For this engine, there are multiple modes: classification and regression

Tuning Parameters

This model has 4 tuning parameters:

trees: # Trees (type: integer, default: 200L)
prior_terminal_node_coef: Terminal Node Prior Coefficient (type: double, default: 0.95)
prior_terminal_node_expo: Terminal Node Prior Exponent (type: double, default: 2.00)
prior_outcome_range: Prior for Outcome Range (type: double, default: 2.00)

Parsnip changes the default range for trees to c(50, 500).

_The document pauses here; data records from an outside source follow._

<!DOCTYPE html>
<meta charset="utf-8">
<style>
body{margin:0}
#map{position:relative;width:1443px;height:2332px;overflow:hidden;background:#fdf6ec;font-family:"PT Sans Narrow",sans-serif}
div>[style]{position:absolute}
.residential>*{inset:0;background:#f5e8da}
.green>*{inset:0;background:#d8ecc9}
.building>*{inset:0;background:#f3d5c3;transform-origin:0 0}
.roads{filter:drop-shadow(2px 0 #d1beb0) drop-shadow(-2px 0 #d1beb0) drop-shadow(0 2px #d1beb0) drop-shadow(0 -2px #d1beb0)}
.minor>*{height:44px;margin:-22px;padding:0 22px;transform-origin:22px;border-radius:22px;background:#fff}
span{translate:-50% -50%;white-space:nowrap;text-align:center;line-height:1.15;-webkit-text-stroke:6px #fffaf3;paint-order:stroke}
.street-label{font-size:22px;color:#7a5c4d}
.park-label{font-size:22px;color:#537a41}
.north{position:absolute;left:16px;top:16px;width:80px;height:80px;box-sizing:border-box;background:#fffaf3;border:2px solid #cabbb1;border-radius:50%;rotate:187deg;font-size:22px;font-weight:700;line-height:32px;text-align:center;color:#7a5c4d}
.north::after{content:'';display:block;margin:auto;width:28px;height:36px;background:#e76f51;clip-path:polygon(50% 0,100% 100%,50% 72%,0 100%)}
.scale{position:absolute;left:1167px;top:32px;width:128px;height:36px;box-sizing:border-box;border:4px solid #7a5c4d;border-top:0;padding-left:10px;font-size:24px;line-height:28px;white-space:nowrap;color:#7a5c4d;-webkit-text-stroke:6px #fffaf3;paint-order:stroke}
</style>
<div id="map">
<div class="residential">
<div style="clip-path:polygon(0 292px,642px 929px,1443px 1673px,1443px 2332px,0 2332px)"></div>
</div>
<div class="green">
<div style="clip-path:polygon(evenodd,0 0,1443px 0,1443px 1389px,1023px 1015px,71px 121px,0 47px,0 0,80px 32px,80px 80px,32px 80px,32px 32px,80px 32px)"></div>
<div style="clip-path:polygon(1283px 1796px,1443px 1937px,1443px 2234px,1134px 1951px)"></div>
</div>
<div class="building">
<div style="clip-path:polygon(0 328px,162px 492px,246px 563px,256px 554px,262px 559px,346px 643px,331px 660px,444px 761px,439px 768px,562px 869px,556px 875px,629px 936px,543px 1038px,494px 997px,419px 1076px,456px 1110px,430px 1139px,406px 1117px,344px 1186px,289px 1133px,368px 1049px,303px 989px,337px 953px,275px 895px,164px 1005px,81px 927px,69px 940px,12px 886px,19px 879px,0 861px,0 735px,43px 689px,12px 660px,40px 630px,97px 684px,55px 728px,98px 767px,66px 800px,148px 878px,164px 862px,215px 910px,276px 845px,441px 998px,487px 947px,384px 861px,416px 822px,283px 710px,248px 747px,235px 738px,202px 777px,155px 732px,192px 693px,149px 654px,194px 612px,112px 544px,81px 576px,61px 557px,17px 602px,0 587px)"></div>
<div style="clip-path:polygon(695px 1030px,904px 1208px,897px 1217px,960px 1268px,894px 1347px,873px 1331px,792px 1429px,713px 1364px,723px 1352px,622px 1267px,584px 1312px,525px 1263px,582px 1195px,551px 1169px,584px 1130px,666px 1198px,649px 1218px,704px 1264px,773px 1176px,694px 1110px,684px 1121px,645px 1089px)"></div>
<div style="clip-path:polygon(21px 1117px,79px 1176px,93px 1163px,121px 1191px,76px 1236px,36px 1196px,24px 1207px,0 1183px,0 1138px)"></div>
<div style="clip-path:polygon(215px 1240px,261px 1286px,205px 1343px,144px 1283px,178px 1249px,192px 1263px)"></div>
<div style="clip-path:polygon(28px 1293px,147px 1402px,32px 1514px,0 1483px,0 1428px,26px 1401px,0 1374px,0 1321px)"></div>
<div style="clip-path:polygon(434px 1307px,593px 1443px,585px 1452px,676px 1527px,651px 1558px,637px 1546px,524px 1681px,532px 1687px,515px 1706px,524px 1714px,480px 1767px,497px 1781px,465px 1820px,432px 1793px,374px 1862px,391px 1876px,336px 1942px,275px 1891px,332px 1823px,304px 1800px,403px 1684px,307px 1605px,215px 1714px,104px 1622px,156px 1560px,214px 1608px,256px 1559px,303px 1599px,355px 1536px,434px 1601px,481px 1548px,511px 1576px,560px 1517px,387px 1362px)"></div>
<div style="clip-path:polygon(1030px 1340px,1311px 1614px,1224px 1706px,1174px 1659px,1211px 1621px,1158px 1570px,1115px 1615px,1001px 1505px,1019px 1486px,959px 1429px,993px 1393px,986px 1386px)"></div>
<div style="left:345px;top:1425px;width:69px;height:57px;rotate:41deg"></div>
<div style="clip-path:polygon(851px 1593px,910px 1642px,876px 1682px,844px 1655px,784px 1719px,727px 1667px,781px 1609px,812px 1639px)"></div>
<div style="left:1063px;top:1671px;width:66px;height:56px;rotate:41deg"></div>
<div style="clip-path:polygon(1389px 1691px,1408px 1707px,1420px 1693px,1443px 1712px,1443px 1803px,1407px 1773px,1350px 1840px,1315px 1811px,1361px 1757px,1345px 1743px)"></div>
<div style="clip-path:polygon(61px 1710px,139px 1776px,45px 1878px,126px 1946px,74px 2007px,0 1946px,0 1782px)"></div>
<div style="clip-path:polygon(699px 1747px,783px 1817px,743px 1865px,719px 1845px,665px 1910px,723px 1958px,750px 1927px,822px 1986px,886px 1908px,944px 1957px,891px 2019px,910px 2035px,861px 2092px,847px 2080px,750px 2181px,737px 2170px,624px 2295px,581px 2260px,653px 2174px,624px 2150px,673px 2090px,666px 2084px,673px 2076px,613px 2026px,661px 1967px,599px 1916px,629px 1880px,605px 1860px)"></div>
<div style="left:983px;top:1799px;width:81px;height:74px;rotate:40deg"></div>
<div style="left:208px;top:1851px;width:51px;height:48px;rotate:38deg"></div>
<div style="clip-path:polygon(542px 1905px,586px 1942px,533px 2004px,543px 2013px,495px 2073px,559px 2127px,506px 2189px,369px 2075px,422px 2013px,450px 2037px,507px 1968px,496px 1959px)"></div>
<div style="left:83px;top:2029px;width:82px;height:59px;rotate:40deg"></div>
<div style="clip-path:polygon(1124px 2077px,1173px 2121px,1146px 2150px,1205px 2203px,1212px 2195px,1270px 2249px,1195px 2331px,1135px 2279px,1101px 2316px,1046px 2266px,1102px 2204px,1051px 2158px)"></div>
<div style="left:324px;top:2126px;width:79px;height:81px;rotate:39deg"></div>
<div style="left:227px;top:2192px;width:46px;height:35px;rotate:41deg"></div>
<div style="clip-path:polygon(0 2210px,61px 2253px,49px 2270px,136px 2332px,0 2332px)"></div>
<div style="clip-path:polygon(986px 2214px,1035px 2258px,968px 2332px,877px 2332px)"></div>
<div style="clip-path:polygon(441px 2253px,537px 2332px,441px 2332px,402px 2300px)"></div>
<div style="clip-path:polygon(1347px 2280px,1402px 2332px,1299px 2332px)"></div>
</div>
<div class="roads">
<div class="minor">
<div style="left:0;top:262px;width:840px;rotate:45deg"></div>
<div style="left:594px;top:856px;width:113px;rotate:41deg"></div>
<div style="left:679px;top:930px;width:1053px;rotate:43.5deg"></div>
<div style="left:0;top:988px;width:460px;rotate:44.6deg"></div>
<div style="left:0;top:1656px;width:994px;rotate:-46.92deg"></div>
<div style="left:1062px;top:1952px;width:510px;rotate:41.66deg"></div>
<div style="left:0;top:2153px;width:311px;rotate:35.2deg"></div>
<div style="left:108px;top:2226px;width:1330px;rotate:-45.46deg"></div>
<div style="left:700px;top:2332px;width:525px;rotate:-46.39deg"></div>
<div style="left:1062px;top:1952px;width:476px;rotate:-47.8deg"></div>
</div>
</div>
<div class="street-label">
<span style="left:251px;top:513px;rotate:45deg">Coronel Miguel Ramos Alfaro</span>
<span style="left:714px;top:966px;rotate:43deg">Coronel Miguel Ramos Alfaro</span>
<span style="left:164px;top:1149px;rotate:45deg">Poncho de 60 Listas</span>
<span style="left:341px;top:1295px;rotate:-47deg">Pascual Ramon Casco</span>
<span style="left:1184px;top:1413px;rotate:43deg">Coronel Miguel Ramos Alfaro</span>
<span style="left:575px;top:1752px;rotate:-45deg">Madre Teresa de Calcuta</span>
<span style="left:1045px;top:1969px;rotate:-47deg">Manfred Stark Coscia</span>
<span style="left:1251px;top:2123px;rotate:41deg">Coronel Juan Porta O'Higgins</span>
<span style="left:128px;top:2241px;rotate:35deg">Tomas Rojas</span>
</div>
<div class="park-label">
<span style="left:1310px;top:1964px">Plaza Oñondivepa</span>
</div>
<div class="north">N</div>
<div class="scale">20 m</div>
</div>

Important engine-specific options

Some relevant arguments that can be passed to set_engine():

keepevery, n.thin: Every keepevery draw is kept to be returned to the user. Useful for “thinning” samples.
ntree, n.trees: The number of trees in the sum-of-trees formulation.
ndpost, n.samples: The number of posterior draws after burn in, ndpost / keepevery will actually be returned.
nskip, n.burn: Number of MCMC iterations to be treated as burn in.
nchain, n.chains: Integer specifying how many independent tree sets and fits should be calculated.
nthread, n.threads: Integer specifying how many threads to use. Depending on the CPU architecture, using more than the number of chains can degrade performance for small/medium data sets. As such some calculations may be executed single threaded regardless.
combinechains, combineChains: Logical; if TRUE, samples will be returned in arrays of dimensions equal to nchain times ndpost times number of observations.

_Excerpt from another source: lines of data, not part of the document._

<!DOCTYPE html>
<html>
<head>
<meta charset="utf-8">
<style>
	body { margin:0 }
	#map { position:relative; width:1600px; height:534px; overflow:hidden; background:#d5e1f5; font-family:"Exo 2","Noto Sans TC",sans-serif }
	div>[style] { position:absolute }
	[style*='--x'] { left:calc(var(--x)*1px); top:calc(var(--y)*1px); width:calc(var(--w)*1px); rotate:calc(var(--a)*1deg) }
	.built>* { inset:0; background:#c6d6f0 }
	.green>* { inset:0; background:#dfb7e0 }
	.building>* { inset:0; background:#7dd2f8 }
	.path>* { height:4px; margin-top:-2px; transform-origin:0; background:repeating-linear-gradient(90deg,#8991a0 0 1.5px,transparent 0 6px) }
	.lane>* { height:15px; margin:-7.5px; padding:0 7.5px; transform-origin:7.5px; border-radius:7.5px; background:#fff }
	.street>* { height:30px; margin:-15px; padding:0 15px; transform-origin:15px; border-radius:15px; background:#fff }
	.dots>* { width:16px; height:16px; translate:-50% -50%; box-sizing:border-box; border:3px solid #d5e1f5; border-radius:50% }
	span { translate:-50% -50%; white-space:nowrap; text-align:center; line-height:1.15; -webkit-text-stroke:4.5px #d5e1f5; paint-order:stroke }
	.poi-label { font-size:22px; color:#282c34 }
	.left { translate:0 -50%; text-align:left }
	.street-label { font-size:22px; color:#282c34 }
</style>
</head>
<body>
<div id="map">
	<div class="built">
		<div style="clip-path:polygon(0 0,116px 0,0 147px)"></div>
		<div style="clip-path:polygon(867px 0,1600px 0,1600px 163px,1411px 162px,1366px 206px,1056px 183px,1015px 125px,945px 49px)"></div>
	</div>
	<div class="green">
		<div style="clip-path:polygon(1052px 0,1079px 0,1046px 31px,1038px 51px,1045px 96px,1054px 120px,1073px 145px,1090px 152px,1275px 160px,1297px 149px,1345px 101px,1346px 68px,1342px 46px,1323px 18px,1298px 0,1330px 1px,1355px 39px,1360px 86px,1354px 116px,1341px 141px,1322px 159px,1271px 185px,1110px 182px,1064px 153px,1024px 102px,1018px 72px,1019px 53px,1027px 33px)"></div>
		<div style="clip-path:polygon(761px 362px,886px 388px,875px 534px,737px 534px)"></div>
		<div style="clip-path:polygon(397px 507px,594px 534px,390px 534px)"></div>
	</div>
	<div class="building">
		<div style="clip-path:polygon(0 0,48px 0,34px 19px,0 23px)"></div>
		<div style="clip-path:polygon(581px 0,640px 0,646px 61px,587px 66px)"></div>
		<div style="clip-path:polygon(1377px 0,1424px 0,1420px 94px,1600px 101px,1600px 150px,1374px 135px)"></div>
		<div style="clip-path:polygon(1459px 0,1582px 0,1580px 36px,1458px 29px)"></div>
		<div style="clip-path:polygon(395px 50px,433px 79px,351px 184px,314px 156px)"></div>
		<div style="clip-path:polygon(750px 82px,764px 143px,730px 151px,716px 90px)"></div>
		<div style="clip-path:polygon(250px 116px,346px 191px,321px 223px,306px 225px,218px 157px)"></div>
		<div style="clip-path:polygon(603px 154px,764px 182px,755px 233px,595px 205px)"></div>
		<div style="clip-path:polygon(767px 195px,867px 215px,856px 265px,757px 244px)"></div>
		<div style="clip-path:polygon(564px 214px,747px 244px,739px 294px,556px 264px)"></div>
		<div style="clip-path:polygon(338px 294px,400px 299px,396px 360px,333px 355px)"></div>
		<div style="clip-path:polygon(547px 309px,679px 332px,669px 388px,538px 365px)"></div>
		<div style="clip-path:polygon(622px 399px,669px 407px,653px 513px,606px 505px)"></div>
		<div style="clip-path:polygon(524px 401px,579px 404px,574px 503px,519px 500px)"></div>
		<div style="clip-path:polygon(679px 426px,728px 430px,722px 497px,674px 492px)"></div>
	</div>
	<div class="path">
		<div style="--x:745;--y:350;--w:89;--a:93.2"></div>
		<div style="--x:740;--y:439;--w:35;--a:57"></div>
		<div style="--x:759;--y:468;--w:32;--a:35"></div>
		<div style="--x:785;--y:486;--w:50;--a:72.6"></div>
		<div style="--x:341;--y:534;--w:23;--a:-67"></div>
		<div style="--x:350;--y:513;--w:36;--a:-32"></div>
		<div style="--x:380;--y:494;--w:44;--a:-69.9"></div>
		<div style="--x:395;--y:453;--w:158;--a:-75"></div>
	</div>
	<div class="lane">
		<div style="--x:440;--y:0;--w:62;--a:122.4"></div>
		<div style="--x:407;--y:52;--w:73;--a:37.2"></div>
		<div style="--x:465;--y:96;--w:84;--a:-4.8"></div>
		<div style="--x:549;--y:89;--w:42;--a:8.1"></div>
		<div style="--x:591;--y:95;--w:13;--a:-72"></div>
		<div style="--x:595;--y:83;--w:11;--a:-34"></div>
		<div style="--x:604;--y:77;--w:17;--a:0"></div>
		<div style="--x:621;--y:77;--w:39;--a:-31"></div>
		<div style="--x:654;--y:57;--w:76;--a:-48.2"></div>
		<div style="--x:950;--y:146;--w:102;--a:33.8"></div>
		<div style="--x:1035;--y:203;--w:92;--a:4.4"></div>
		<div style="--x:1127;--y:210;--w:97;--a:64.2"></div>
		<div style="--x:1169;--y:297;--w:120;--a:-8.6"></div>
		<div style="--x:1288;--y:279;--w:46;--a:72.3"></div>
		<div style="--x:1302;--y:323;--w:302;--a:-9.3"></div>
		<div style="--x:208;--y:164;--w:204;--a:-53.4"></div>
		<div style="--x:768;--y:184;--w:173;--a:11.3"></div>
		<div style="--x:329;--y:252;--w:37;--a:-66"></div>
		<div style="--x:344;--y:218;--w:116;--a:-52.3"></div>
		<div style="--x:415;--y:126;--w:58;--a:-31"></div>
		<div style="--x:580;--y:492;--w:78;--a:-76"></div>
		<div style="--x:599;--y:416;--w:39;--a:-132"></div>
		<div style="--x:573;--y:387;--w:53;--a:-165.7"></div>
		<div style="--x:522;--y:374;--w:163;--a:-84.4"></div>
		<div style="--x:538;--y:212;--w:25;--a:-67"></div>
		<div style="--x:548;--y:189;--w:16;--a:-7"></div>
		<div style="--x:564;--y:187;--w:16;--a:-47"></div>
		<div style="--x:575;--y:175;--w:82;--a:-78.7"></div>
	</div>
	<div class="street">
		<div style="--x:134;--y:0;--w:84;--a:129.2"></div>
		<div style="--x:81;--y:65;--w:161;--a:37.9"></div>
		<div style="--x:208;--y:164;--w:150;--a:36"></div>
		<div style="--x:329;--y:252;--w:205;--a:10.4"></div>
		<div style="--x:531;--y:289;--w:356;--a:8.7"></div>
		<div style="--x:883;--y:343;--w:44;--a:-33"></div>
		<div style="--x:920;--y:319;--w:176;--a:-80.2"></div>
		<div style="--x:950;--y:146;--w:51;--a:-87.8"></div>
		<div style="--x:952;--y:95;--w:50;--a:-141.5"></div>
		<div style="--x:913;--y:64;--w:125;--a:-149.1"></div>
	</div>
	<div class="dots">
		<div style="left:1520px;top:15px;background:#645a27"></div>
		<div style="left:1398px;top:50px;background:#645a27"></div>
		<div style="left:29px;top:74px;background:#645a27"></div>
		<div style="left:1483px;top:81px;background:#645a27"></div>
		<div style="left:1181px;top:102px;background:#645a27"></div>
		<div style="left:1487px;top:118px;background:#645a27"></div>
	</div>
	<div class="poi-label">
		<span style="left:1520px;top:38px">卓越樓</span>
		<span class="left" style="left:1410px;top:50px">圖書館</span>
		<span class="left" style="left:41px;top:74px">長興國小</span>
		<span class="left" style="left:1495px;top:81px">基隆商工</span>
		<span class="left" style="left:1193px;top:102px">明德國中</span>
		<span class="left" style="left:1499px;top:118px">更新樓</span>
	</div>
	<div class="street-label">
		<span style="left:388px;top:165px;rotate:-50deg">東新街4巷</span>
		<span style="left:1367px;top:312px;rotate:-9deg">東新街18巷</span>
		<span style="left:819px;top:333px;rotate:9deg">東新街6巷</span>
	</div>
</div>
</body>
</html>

Translation from parsnip to the original package (classification)

parsnip::bart(
  trees = integer(1),
  prior_terminal_node_coef = double(1),
  prior_terminal_node_expo = double(1),
  prior_outcome_range = double(1)
) |>
  set_engine("dbarts") |>
  set_mode("classification") |>
  translate() |>
  print_model_spec()

## BART Model Specification (classification)
##
## Main Arguments:
##   trees = integer(1)
##   prior_terminal_node_coef = double(1)
##   prior_terminal_node_expo = double(1)
##   prior_outcome_range = double(1)
##
## Computational engine: dbarts
##
## Model fit template:
## dbarts::bart(x = missing_arg(), y = missing_arg(), ntree = integer(1),
##     base = double(1), power = double(1), k = double(1), verbose = FALSE,
##     keeptrees = TRUE, keepcall = FALSE)

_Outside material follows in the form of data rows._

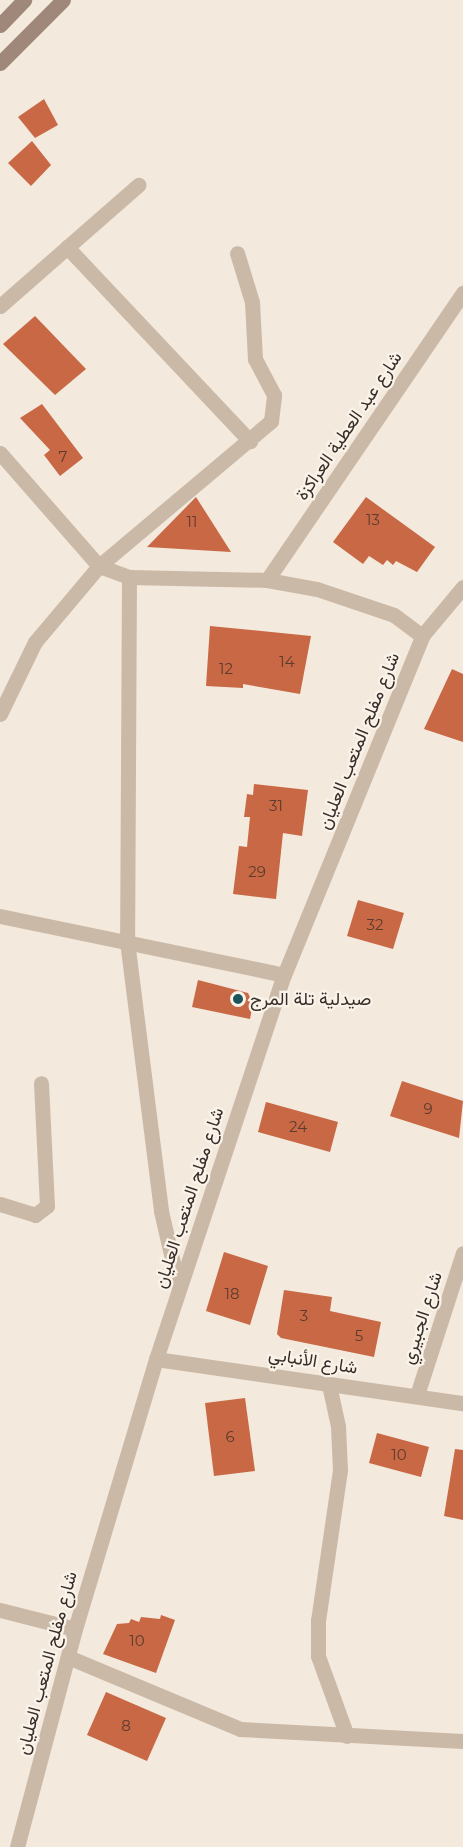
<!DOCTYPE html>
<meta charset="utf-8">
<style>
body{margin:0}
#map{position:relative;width:463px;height:1847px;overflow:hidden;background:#f3e9dc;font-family:Montserrat,Vazirmatn,sans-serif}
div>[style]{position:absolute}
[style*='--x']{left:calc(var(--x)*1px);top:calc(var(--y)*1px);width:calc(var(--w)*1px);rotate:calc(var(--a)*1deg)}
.building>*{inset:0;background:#c96844}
.minor>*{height:15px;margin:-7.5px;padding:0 7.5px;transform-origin:7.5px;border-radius:7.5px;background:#cbb9a8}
.secondary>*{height:15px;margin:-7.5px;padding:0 7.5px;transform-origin:7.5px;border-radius:7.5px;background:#9f8879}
.dots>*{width:16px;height:16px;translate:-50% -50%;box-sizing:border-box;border:3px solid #faf3e9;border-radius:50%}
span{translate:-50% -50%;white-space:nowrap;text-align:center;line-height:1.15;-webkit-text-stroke:4.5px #faf3e9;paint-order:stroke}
.number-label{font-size:15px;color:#5c3c2f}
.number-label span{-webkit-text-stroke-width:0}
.street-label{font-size:18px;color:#382d28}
.poi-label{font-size:18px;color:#382d28}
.left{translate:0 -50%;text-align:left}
</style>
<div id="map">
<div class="building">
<div style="clip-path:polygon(44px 99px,58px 125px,35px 138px,18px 117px)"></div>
<div style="clip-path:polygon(32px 141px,51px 165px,31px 186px,8px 163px)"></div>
<div style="clip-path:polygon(35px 316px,86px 369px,55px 395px,3px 344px)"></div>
<div style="clip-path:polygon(42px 404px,83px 458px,60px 476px,44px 455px,50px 450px,20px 418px)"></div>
<div style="clip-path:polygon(196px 497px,231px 552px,147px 547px,194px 499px)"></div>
<div style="clip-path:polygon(366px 497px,435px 547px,417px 572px,396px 561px,393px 565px,387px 560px,383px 565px,369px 556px,363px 564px,333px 542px)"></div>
<div style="clip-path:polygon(210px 626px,311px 636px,300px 694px,243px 684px,243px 688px,206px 686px)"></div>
<div style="clip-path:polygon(452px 669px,463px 674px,463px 742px,424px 729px)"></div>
<div style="clip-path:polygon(254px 784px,308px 790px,302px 836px,283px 833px,276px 899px,233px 894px,239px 846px,247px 847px,250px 817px,244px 817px,247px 794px,253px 795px)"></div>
<div style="clip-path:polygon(358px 900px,404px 913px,393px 949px,347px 936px)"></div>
<div style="clip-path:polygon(198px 980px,248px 993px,253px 1004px,250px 1019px,192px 1007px)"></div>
<div style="clip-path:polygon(402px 1081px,463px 1101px,459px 1138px,390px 1116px)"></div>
<div style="clip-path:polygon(266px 1102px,338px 1122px,330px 1152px,258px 1132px)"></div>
<div style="clip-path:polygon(224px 1252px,268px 1266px,250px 1325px,206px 1311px)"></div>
<div style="clip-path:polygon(284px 1290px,332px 1297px,330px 1311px,381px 1322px,374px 1357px,281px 1338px,277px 1334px)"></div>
<div style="clip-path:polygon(245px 1398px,255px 1471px,214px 1476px,205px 1403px)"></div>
<div style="clip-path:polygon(377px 1433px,429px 1447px,421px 1477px,369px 1463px)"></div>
<div style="clip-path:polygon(455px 1449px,463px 1450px,463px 1520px,444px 1516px)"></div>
<div style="clip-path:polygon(161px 1615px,175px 1620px,156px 1673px,103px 1654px,117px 1624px,129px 1623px,131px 1619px,139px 1622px,141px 1617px,160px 1619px)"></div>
<div style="clip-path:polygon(106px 1692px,166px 1718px,147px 1761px,87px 1735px)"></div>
</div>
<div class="minor">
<div style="--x:67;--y:247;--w:267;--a:46.7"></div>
<div style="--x:0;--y:306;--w:184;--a:-41.2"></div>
<div style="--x:0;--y:453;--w:150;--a:48.8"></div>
<div style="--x:99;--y:566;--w:32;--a:20"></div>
<div style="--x:129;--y:577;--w:138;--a:1.2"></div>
<div style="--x:267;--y:580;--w:51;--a:10.2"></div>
<div style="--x:317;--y:589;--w:81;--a:18.7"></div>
<div style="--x:394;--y:615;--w:35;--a:37"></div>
<div style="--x:129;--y:577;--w:364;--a:90.3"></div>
<div style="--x:127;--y:941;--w:272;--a:82.8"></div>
<div style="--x:161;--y:1211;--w:80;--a:77"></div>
<div style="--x:267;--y:580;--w:348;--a:-55.7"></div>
<div style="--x:0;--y:714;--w:80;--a:-64.1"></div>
<div style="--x:35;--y:642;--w:99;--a:-49.9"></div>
<div style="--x:99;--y:566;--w:225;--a:-40.1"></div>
<div style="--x:271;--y:421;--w:26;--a:-83"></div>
<div style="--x:274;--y:395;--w:41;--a:-117.8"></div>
<div style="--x:255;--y:359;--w:57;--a:-93"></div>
<div style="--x:252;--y:302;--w:51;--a:-107"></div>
<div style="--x:0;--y:916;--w:290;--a:11.7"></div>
<div style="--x:0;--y:1204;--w:37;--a:17"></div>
<div style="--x:35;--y:1215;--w:15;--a:-37"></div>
<div style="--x:47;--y:1206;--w:123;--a:-92.8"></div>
<div style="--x:156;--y:1359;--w:310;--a:8.2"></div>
<div style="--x:329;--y:1385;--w:42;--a:77.6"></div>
<div style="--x:338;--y:1426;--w:44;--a:87.4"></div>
<div style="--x:340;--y:1470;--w:152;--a:98.3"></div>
<div style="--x:318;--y:1620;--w:36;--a:90"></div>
<div style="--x:318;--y:1656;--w:85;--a:70.1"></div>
<div style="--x:417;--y:1395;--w:149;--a:-72.1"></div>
<div style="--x:0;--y:1610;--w:77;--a:14.2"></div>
<div style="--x:68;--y:1657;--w:186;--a:22.7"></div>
<div style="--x:240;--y:1729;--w:223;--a:3.1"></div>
<div style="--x:17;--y:1847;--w:226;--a:-75.1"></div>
<div style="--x:75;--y:1629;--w:282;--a:-73.3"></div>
<div style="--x:156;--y:1359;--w:405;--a:-71.6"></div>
<div style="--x:284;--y:975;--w:366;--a:-67.8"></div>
<div style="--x:422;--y:636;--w:64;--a:-50.1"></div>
</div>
<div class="secondary">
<div style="--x:0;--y:25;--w:35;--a:-46"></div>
<div style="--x:0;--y:63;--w:89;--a:-45"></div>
</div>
<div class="dots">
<div style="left:238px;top:999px;background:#1c545a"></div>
</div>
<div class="number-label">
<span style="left:63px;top:457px">7</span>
<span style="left:373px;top:520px">13</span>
<span style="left:192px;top:522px">11</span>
<span style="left:287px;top:662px">14</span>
<span style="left:226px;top:669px">12</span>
<span style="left:276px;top:806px">31</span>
<span style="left:257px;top:872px">29</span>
<span style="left:375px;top:925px">32</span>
<span style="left:428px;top:1109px">9</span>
<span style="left:298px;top:1127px">24</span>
<span style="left:232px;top:1294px">18</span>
<span style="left:304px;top:1316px">3</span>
<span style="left:359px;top:1336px">5</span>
<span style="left:230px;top:1437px">6</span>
<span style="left:399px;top:1455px">10</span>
<span style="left:137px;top:1641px">10</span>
<span style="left:126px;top:1726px">8</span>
</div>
<div class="street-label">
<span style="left:349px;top:426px;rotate:-56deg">شارع عبد العطية العراكزة</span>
<span style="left:359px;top:741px;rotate:-68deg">شارع مفلح المتعب العليان</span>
<span style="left:189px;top:1198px;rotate:-72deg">شارع مفلح المتعب العليان</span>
<span style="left:422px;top:1318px;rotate:-72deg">شارع الجبيري</span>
<span style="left:313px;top:1361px;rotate:9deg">شارع الأنبابي</span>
<span style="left:47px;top:1663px;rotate:-75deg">شارع مفلح المتعب العليان</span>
</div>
<div class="poi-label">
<span class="left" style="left:250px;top:999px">صيدلية تلة المرج</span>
</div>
</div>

Translation from parsnip to the original package (regression)

parsnip::bart(
  trees = integer(1),
  prior_terminal_node_coef = double(1),
  prior_terminal_node_expo = double(1),
  prior_outcome_range = double(1)
) |>
  set_engine("dbarts") |>
  set_mode("regression") |>
  translate()|>
  print_model_spec()

## BART Model Specification (regression)
##
## Main Arguments:
##   trees = integer(1)
##   prior_terminal_node_coef = double(1)
##   prior_terminal_node_expo = double(1)
##   prior_outcome_range = double(1)
##
## Computational engine: dbarts
##
## Model fit template:
## dbarts::bart(x = missing_arg(), y = missing_arg(), ntree = integer(1),
##     base = double(1), power = double(1), k = double(1), verbose = FALSE,
##     keeptrees = TRUE, keepcall = FALSE)

Preprocessing requirements

Factor/categorical predictors need to be converted to numeric values (e.g., dummy or indicator variables) for this engine. When using the formula method via fit(), parsnip will convert factor columns to indicators.

dbarts::bart() will also convert the factors to indicators if the user does not create them first.

References

Chipman, George, McCulloch. “BART: Bayesian additive regression trees.” Ann. Appl. Stat. 4 (1) 266 - 298, March 2010.